PURPOSE: To investigate if combined strength and aerobic training can enhance aerobic capacity in the elderly to a similar extent as aerobic training alone when training duration is matched.
METHODS: Elderly men and women (age 63.2 ± 4.7) were randomized into two intervention groups: an aerobic group (AG, n = 17) and a combined group (CG, n = 16). Subjects trained 40 minutes three times a week for 12 weeks. Both groups trained 20 minutes at 65% of heart rate reserve on ergometer cycles followed by another 20 minutes on the ergometer cycles for AG and 20-minute strength training for the lower body for CG. The primary outcome was VO2max. Secondary outcomes were maximal voluntary contraction (MVC) in isometric knee extension, 1 repetition maximum in three leg exercises, body fat, waist-to-hip ratio, blood pressure and score on the Health Survey Short Form 36 (SF-36).

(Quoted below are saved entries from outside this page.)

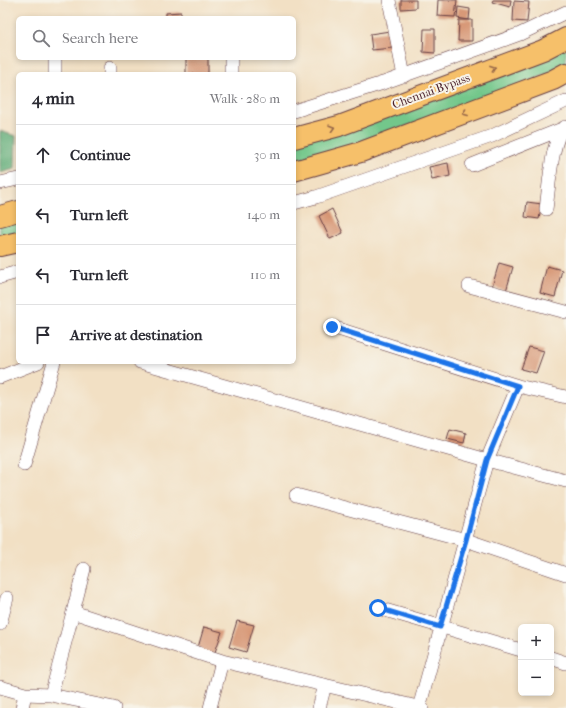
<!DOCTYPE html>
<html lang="en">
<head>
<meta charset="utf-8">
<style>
	:root { --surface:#fff; --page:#f2f2f3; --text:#2b2b33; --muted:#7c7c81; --line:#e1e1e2 }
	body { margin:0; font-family:"IM FELL French Canon",serif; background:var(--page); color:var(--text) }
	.controls { position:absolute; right:12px; bottom:12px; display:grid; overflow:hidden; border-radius:6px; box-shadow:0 2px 6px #0003 }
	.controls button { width:36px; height:36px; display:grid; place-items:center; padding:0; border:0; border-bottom:1px solid var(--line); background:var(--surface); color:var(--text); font:20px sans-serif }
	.stop { position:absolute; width:12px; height:12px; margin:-9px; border:3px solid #1a73e8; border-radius:50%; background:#fff }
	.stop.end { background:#1a73e8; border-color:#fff; box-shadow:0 1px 4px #0008 }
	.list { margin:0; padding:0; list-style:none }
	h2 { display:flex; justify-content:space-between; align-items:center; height:52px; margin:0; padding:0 16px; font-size:17px }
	h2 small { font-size:13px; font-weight:400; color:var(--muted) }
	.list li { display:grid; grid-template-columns:26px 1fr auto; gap:12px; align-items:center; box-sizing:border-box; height:60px; padding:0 16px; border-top:1px solid var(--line) }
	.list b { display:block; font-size:15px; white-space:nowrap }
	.list em { font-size:13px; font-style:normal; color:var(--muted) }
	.icon { flex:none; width:22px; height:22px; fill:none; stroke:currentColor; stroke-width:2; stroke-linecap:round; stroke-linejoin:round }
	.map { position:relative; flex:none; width:566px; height:708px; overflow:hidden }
	.search { position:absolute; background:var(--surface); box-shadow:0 2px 6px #0003; left:16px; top:16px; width:280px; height:44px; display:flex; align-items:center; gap:10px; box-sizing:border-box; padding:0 14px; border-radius:6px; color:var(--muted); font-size:15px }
	.panel { position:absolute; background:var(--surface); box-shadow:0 2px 6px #0003; left:16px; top:72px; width:280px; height:292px; border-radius:6px }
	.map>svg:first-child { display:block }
	.green { fill:#73c78b; stroke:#5e735b }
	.forest { fill:#5eac77; stroke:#546651 }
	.building { fill:#d79674 }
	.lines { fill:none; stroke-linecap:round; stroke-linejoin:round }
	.minor-casing { stroke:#633c42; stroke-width:14 }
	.highway-casing { stroke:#633c42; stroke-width:22 }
	.minor { stroke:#fff; stroke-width:13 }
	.highway { stroke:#f6c06b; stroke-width:20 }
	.oneway { stroke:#976748 }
	.route { stroke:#1a73e8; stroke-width:5 }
	.labels { text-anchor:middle; stroke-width:4; stroke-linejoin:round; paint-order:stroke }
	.street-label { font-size:12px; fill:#4a1f2b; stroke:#f7f3e8 }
</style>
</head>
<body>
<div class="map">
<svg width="566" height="708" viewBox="0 0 566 708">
	<rect width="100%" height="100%" fill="#f7f3e8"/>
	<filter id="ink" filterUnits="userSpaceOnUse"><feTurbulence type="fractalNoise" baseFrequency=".025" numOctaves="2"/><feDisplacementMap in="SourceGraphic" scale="8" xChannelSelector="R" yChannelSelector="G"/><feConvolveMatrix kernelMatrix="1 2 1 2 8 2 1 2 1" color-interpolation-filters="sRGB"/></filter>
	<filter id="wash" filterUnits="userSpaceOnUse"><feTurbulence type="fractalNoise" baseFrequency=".012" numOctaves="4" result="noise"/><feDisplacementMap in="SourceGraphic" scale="16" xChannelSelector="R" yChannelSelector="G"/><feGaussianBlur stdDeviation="0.9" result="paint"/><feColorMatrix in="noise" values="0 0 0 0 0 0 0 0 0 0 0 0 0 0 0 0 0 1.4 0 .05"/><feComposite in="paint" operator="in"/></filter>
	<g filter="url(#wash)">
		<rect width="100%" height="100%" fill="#f2e0c4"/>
		<path class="green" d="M566,44V67L444,114L294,163V144Z
			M18,218V236L0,240V223Z"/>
		<path class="forest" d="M0,131L16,136L15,169L0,173Z"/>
		<g id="blocks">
			<path class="building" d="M401,0H416V8L401,9Z
				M438,0H457L455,17L437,16Z
				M493,0H511L510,7L492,2Z
				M514,1L529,2L527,22L513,21Z
				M458,7L470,9L469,20L457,18Z
				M181,12V18H166V13Z
				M459,20H472V41H458Z
				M424,29H435V53L423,52Z
				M390,31L392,48L372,50L370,34Z
				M186,58H208V74H186Z
				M448,163L450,176L432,180L429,167Z
				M527,202L542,204L539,219L525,217Z
				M332,209L343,233L330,239L319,216Z
				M499,263L513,267L506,291L492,287Z
				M547,266L562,270L555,297L540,293Z
				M529,347L544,351L536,373L521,369Z
				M450,429L466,433L464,443L447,439Z
				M237,621L254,625L246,652L229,647Z
				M204,627L222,632L214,655L197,651Z"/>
		</g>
	</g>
	<g filter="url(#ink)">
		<use href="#blocks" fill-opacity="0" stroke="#633c42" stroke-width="1"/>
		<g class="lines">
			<defs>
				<path id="minor" d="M389,0L404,76
					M55,74V58
					M110,74V68
					M231,74V58
					M294,111L383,83L520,34L566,12
					M472,165L562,129
					M0,183L18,179
					M294,203L316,197L492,136L566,101
					M546,209C549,190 551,138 565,127
					M0,277L18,272
					M469,286L566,312
					M332,327L518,386L566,397
					M140,362L487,460L566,481
					M0,377L38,362
					M24,465L54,362
					M296,495L466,540L566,574
					M378,608L521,650
					M73,612L84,569
					M0,624L7,598
					M551,658L566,663
					M0,687L25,694L51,695L114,708
					M51,695L73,612L222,661L422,708
					M22,708L25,694
					M210,708L222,661
					M319,708L325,685
					M419,708L487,460L518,386"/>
				<path id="highway" d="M294,138L339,126L543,50L566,38
					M294,171L361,152L553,80L566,73
					M0,216L18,211
					M0,246L18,242"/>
			</defs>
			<use href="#minor" class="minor-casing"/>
			<use href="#highway" class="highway-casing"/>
			<use href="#minor" class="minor"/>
			<use href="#highway" class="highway"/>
		</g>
		<defs><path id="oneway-chevron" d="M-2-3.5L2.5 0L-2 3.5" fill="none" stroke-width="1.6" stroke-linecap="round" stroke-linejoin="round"/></defs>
		<g class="oneway">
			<use href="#oneway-chevron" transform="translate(493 68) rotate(-20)"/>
			<use href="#oneway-chevron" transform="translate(465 113) rotate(159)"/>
			<use href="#oneway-chevron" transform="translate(332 128) rotate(-16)"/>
		</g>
	</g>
	<g class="lines" filter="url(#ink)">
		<path class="route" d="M332,327L518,386L487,460L466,540L440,627L378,608"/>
	</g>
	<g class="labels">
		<g class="street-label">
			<text transform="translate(431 91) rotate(-20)" y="4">Chennai Bypass</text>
		</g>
	</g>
</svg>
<div class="controls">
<button>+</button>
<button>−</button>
</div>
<div class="stop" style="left:378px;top:608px"></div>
<div class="stop end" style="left:332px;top:327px"></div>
<div class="search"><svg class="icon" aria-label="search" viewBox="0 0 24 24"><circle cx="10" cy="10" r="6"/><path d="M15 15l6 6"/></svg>Search here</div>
<section class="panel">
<h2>4 min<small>Walk · 280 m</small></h2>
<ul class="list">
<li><svg class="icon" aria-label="ahead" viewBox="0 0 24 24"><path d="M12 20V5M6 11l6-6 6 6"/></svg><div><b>Continue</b></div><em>30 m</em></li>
<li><svg class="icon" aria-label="left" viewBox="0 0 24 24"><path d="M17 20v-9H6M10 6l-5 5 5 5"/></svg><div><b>Turn left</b></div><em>140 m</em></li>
<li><svg class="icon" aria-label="left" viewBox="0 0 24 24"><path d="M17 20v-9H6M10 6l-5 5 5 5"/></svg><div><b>Turn left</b></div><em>110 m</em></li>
<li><svg class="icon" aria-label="arrive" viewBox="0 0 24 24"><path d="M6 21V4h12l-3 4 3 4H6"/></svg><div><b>Arrive at destination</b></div></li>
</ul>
</section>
</div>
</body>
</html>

RESULTS: Both groups improved VO2max (p < .01) and MVC (p < .001). VO2max increased 17% confidence interval (CI) [7.4-26] in CG and 26% CI [14.1-38.2] in AG, with no significant difference between groups. MVC increased 22% CI [16.3-27.7] in CG and 9% CI [4.6-13.5] in AG with CG improving MVC more than AG (p < .01). CG's score on the general health dimension on the SF-36 health survey improved more than AG's score.

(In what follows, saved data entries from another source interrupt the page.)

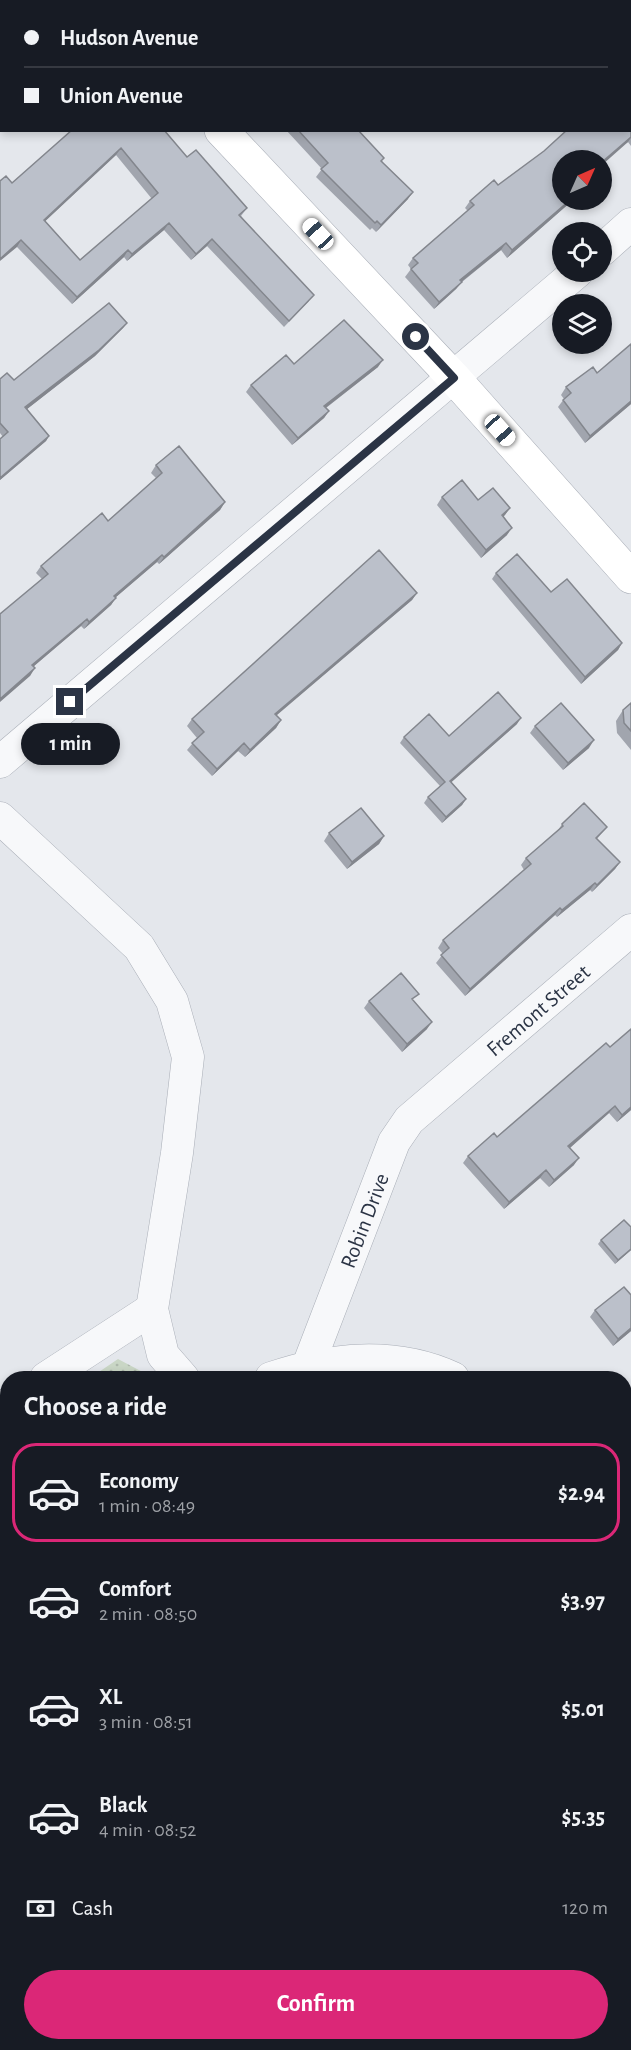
<!DOCTYPE html>
<html lang="en">
<head>
<meta charset="utf-8">
<style>
  :root { --surface:#171b24; --page:#242831; --text:#f1f3f6; --muted:#9ea1a6; --line:#363941; --accent:#db2777 }
  body { margin:0; font-family:"Alegreya Sans",sans-serif; background:var(--page); color:var(--text); height:100vh; display:flex; flex-direction:column; font-size:22px; white-space:nowrap }
  * { box-sizing:border-box; margin:0 }
  p { font-size:20px; color:var(--muted) }
  .icon { flex:none; width:33px; height:33px; fill:none; stroke:currentColor; stroke-width:2; stroke-linecap:round; stroke-linejoin:round }
  .map { position:relative; flex:1; overflow:hidden }
  .panel { position:absolute; left:0px; top:1371px; width:632px; height:680px; display:flex; flex-direction:column; background:var(--surface); border-radius:24px 24px 0 0; box-shadow:0 3px 9px #0003 }
  .panel>* { flex:none }
  .guide { position:absolute; left:0px; top:0px; width:632px; height:132px; box-shadow:0 3px 9px #0003; display:grid; align-content:center; height:132px; padding:0 24px; background:var(--surface) }
  .needle { width:39px; rotate:45deg }
  .fabs { position:absolute; left:552px; top:150px; display:grid; gap:12px }
  .fabs a { display:grid; place-items:center; width:60px; height:60px; border-radius:50%; background:var(--surface); box-shadow:0 3px 9px #0003; font-size:30px }
  .end { position:absolute; width:27px; height:27px; margin:-14px; border:8px solid #2b3445; background:#fff; box-shadow:0 0 0 3px #fff }
  .from { border-radius:50% }
  .bubble { position:absolute; height:42px; border-radius:21px; background:var(--surface); box-shadow:0 3px 9px #0003; font-size:20px; font-weight:600; line-height:42px; text-align:center }
  .car { position:absolute; width:18px; height:36px; margin:-18px -9px; border-radius:8px; box-shadow:0 0 4px 2px #0007; background:linear-gradient(#fff 24%,#345 0 40%,#fff 0 76%,#345 0 86%,#fff 0) }
  .guide b { display:flex; align-items:center; gap:21px; height:57px; font-size:22px }
  .guide b+b { border-top:2px solid var(--line) }
  .guide i { width:15px; height:15px; background:var(--text) }
  ul { padding:0; list-style:none }
  li { display:flex; align-items:center; gap:18px; height:99px; margin:0 12px 9px; padding:0 12px; border:3px solid transparent; border-radius:24px }
  li div { flex:1 }
  li b { display:block; font-size:22px }
  li em { font-style:normal; font-weight:600 }
  li.current { border-color:var(--accent) }
  li>.icon { width:54px; height:54px; stroke-width:1.5 }
  h2 { padding:0 24px; font-size:27px; line-height:72px }
  .pay { display:flex; align-items:center; gap:15px; height:66px; padding:0 24px; font-size:22px }
  .pay p { margin-inline-start:auto }
  .button { display:flex; gap:12px; margin-top:auto; padding:12px 24px }
  .button a { flex:1; height:69px; border-radius:36px; background:var(--accent); color:#fff; font-size:24px; font-weight:600; line-height:69px; text-align:center }
  .map>svg:first-child { display:block }
  .green { fill:url(#green-dots) }
  .pitch { fill:#c9d6c5 }
  .lines { fill:none; stroke-linecap:round; stroke-linejoin:round }
  .lane-casing { stroke:#a9aeb7; stroke-width:16 }
  .street-casing { stroke:#a9aeb7; stroke-width:33 }
  .secondary-casing { stroke:#a9aeb7; stroke-width:34 }
  .lane { stroke:#f7f8fa; stroke-width:15 }
  .street { stroke:#f7f8fa; stroke-width:32 }
  .secondary { stroke:#fff; stroke-width:33 }
  .wall { fill:#a1a5ae; fill-rule:evenodd }
  .shaded-wall { fill:#83868d }
  .building { fill:#bbc0ca; stroke:#83868d; stroke-width:1.5; fill-rule:evenodd }
  .route { stroke:#2b3445; stroke-width:8 }
  .labels { text-anchor:middle; stroke-width:5; stroke-linejoin:round; paint-order:stroke }
  .street-label { font-size:22px; fill:#2b3445; stroke:#f4f6f9 }
</style>
</head>
<body>
<div class="map">
<svg width="631" height="2050" viewBox="0 0 631 2050">
  <defs>
    <pattern id="green-dots" width="8" height="8" patternUnits="userSpaceOnUse" patternTransform="scale(1.5)"><rect width="8" height="8" fill="#c9d6c5"/><path d="M2 2h.1M6 6h.1" fill="none" stroke="#adb8ab" stroke-width="1.8" stroke-linecap="round"/></pattern>
  </defs>
  <rect width="100%" height="100%" fill="#e4e7ec"/>
  <path class="green" d="M118 1359 154 1378H90Z
    M7 1437 8 2043H624V1562L631 1570V2050H0V1442Z"/>
  <path class="pitch" d="M7 1689 8 2043H157L139 2050H0V1692Z"/>
  <g class="lines">
    <g class="lane-casing">
      <path id="lane" d="M404 2050 414 2047 454 2050"/>
    </g>
    <g class="street-casing">
      <g id="street">
        <path d="M130 2 132 0"/>
        <path d="M0 113 2 112"/>
        <path d="M602 250 631 224"/>
        <path d="M0 762 577 272"/>
        <path d="M0 818 139 947 172 1001 188 1057 177 1153 152 1309 163 1355 183 1378"/>
        <path id="s1" d="M308 1366 394 1142 409 1120 631 930"/>
        <path d="M46 1378 152 1309"/>
        <path d="M271 1378C329 1358 395 1351 453 1378"/>
        <path d="M0 1408 8 1404"/>
        <path d="M624 1546 631 1558"/>
        <path d="M624 1678 631 1659"/>
        <path d="M467 2050 468 2043"/>
      </g>
    </g>
    <g class="secondary-casing">
      <path id="secondary" d="M99 0 100 2
        M221 130 454 378 631 577"/>
    </g>
    <use href="#lane" class="lane"/>
    <use href="#street" class="street"/>
    <use href="#secondary" class="secondary"/>
  </g>
  <path class="wall" d="M631 70V146L628 142 602 160 562 200H573L507 258 501 250 462 282 456 289 434 309 405 277 411 269 408 265 413 258 468 211 465 208 470 201 498 185 630 130Z
    M72 130 187 157 247 208 241 216 309 301 284 327 207 246 191 260 164 230 127 261 124 257 72 304 17 247 12 183ZM116 155 152 199 80 260 45 221Z
    M286 130H358L382 161 408 199 376 232 372 228 370 230 316 177 322 169Z
    M127 323 123 328 95 356 27 409 49 436 46 441 0 480V439L3 437 0 433V379L14 380Z
    M631 344V404L585 443 558 407 564 399 561 395 566 387 597 373Z
    M294 364 378 367 326 408 329 411 324 418 292 445 246 392 251 385Z
    M156 465 225 502 220 510 159 564 157 562 116 597 111 605 84 629 81 626 34 666 30 676 42 579 36 573 41 566 108 521 156 478 151 473Z
    M442 497 478 500 510 508 503 517 507 535 481 558 437 505Z
    M496 573 551 592 622 643 618 650 581 684 492 579Z
    M417 593 412 600 276 715 281 720 276 728 245 757 238 751 212 776 187 750 197 738 187 726 192 719Z
    M631 703V750L617 733 616 721 623 710Z
    M517 724 451 782 466 799 462 805 442 823 424 803 428 797 440 786 400 743 404 737 449 736Z
    M535 726 589 748 563 770 530 733Z
    M562 824 607 827 597 839 620 862 615 869 592 892 590 890 557 917 555 915 465 996 436 963 443 954 438 948 443 940 524 870 521 865 526 858 557 832Z
    M329 833 384 836 379 844 347 869 324 841Z
    M369 1001H413L427 1029 402 1052 364 1008Z
    M631 1029V1110L617 1122 609 1113 570 1148 574 1165 549 1187 540 1178 504 1209 463 1163 468 1156 497 1137 610 1047Z
    M631 1227V1250L615 1264 598 1244 601 1240Z
    M631 1295V1331L613 1346 590 1317 595 1310Z"/>
  <path class="shaded-wall" d="M631 137 628 142 602 165V162Z
    M121 148 116 155 39 227 44 220Z
    M413 192 408 199 376 232 381 225Z
    M570 200H573L507 258 512 250Z
    M169 223 164 230 127 261 132 254Z
    M212 239 207 246 191 260 196 254Z
    M21 240 17 247 0 261V259Z
    M506 243 501 250 455 287 460 280Z
    M128 250 124 257 72 304 77 297Z
    M462 282 456 289 434 309 439 302Z
    M127 323 123 328 95 356 22 413 25 407Z
    M383 360 378 367 319 413 324 406Z
    M631 401V404L585 443 590 436Z
    M329 411 324 418 292 445 298 438Z
    M49 436 46 441 0 480V478Z
    M225 502 220 510 159 564 164 557Z
    M510 508 505 515 497 523 502 515Z
    M512 528 507 535 481 558 486 550Z
    M162 555 157 562 109 603 114 596Z
    M417 593 412 600 270 721 275 714Z
    M116 598 111 605 84 629 89 622Z
    M87 619 81 626 27 672 32 665Z
    M622 643 618 650 581 684 585 677Z
    M35 668 30 676 0 702V699Z
    M521 718 517 724 446 787 450 781Z
    M281 720 276 728 245 757 250 750Z
    M594 740 589 748 563 770 568 763Z
    M244 743 238 751 212 776 217 769Z
    M466 799 462 805 442 823 446 817Z
    M384 836 379 844 347 869 352 862Z
    M620 862 615 869 592 892 597 885Z
    M595 883 590 890 557 917 562 910Z
    M560 908 555 915 465 996 470 989Z
    M432 1022 427 1029 402 1052 407 1044Z
    M615 1106 609 1113 563 1154 568 1146Z
    M631 1107V1110L617 1122 622 1115Z
    M579 1158 574 1165 549 1187 554 1180Z
    M546 1170 540 1178 504 1209 509 1202Z
    M631 1249V1250L615 1264 618 1260Z
    M631 1328V1331L613 1346 618 1339Z"/>
  <path class="building" d="M0 0H35L33 2H2V22H0Z
    M215 0H292L290 2H213Z
    M460 0H481L482 2H459Z
    M631 70V137L602 162V160H562V200H570L512 250 506 243 460 280 462 282 439 302 411 269 418 263 413 258 474 205 470 201 494 180 498 185 544 151 567 130H630V71Z
    M72 130H164L187 157 196 150 247 208 239 215 314 295 289 321 212 239 196 254 169 223 132 254 128 250 77 297 21 240 0 259V181L6 176 12 183ZM121 148 158 193 80 260 44 220Z
    M298 130H358L384 158 381 161 413 192 381 225 377 221 375 223 321 169 328 163Z
    M109 303 127 323 99 350 25 407 49 436 0 478V439L8 432 0 423V379L7 373 14 380Z
    M344 320 383 360 324 406 329 411 298 438 251 385 286 355 294 364Z
    M631 344V401L590 436 563 400 571 393 566 387 593 367 597 373Z
    M179 446 225 502 164 557 162 555 114 596 116 598 89 622 87 619 32 665 35 668 0 699V614L48 574 41 566 102 513 108 521 162 473 156 465Z
    M462 480 478 500 493 488 510 508 502 515 512 528 486 550 442 497Z
    M379 550 417 593 275 714 281 720 250 750 244 743 217 769 192 743 204 732 192 719Z
    M517 554 551 592 567 579 622 643 585 677 496 573Z
    M498 692 521 718 450 781 466 799 446 817 428 797 445 782 404 737 429 714 449 736Z
    M561 703 594 740 568 763 535 726Z
    M631 703V731L624 723 623 710Z
    M584 803 607 827 596 838 620 862 597 885 595 883 562 910 560 908 470 989 441 955 449 948 443 940 531 864 526 858 563 826 562 824Z
    M361 808 384 836 352 862 329 833Z
    M401 973 419 994 412 999 432 1022 407 1044 369 1001Z
    M631 1029V1107L622 1115 615 1106 568 1146 579 1158 554 1180 546 1170 509 1202 468 1156 494 1133 497 1137 606 1043 610 1047Z
    M624 1220 631 1227V1249L618 1260 601 1240Z
    M624 1287 631 1295V1328L618 1339 595 1310Z"/>
  <g class="lines">
    <path class="route" d="M70 702 454 378 416 337"/>
  </g>
  <g class="labels">
    <g class="street-label">
      <text dy="8" stroke="none"><textPath href="#s1" startOffset="436">Fremont Street</textPath></text>
      <text dy="8" stroke="none"><textPath href="#s1" startOffset="156">Robin Drive</textPath></text>
    </g>
  </g>
</svg>
<div class="fabs">
<a><svg class="needle" viewBox="-14 -14 28 28"><path d="M0-13l5 13h-10z" fill="#e53935"/><path d="M0 13l5-13h-10z" fill="#9ea1a6"/></svg></a>
<a><svg class="icon" aria-label="locate" viewBox="0 0 24 24"><circle cx="12" cy="12" r="6"/><path d="M12 2v4M12 18v4M2 12h4M18 12h4"/></svg></a>
<a><svg class="icon" aria-label="layers" viewBox="0 0 24 24"><path d="M12 4l9 5-9 5-9-5zM3 14l9 5 9-5"/></svg></a>
</div>
<i class="end from" style="left:416px;top:337px"></i>
<i class="end" style="left:70px;top:702px"></i>
<div class="bubble" style="left:21px;top:723px;width:99px">1 min</div>
<i class="car" style="left:318px;top:234px;rotate:317deg"></i>
<i class="car" style="left:500px;top:430px;rotate:138deg"></i>
<div class="guide">
<b><i class="from"></i>Hudson Avenue</b>
<b><i></i>Union Avenue</b>
</div>
<section class="panel">
<h2>Choose a ride</h2>
<ul>
<li class="current"><svg class="icon" aria-label="car" viewBox="0 0 24 24"><path d="M5 17H2v-5l4-1 3-4h7l3 4 3 1v5h-3M9 17h6M6 11h13"/><circle cx="7" cy="17" r="2"/><circle cx="17" cy="17" r="2"/></svg><div><b>Economy</b><p>1 min · 08:49</p></div><em>$2.94</em></li>
<li><svg class="icon" aria-label="car" viewBox="0 0 24 24"><path d="M5 17H2v-5l4-1 3-4h7l3 4 3 1v5h-3M9 17h6M6 11h13"/><circle cx="7" cy="17" r="2"/><circle cx="17" cy="17" r="2"/></svg><div><b>Comfort</b><p>2 min · 08:50</p></div><em>$3.97</em></li>
<li><svg class="icon" aria-label="car" viewBox="0 0 24 24"><path d="M5 17H2v-5l4-1 3-4h7l3 4 3 1v5h-3M9 17h6M6 11h13"/><circle cx="7" cy="17" r="2"/><circle cx="17" cy="17" r="2"/></svg><div><b>XL</b><p>3 min · 08:51</p></div><em>$5.01</em></li>
<li><svg class="icon" aria-label="car" viewBox="0 0 24 24"><path d="M5 17H2v-5l4-1 3-4h7l3 4 3 1v5h-3M9 17h6M6 11h13"/><circle cx="7" cy="17" r="2"/><circle cx="17" cy="17" r="2"/></svg><div><b>Black</b><p>4 min · 08:52</p></div><em>$5.35</em></li>
</ul>
<div class="pay"><svg class="icon" aria-label="cash" viewBox="0 0 24 24"><path d="M3 7h18v10H3z"/><circle cx="12" cy="12" r="2"/></svg>Cash<p>120 m</p></div>
<div class="button"><a>Confirm</a></div>
</section>
</div>
</body>
</html>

CONCLUSION: Elderly can substitute a part of their aerobic training with strength training and still improve VO2max to a clinically significant degree when strength training is performed with large muscle groups subsequently to the aerobic training. Combined training additionally improves strength and self-assessed general health more than aerobic training alone.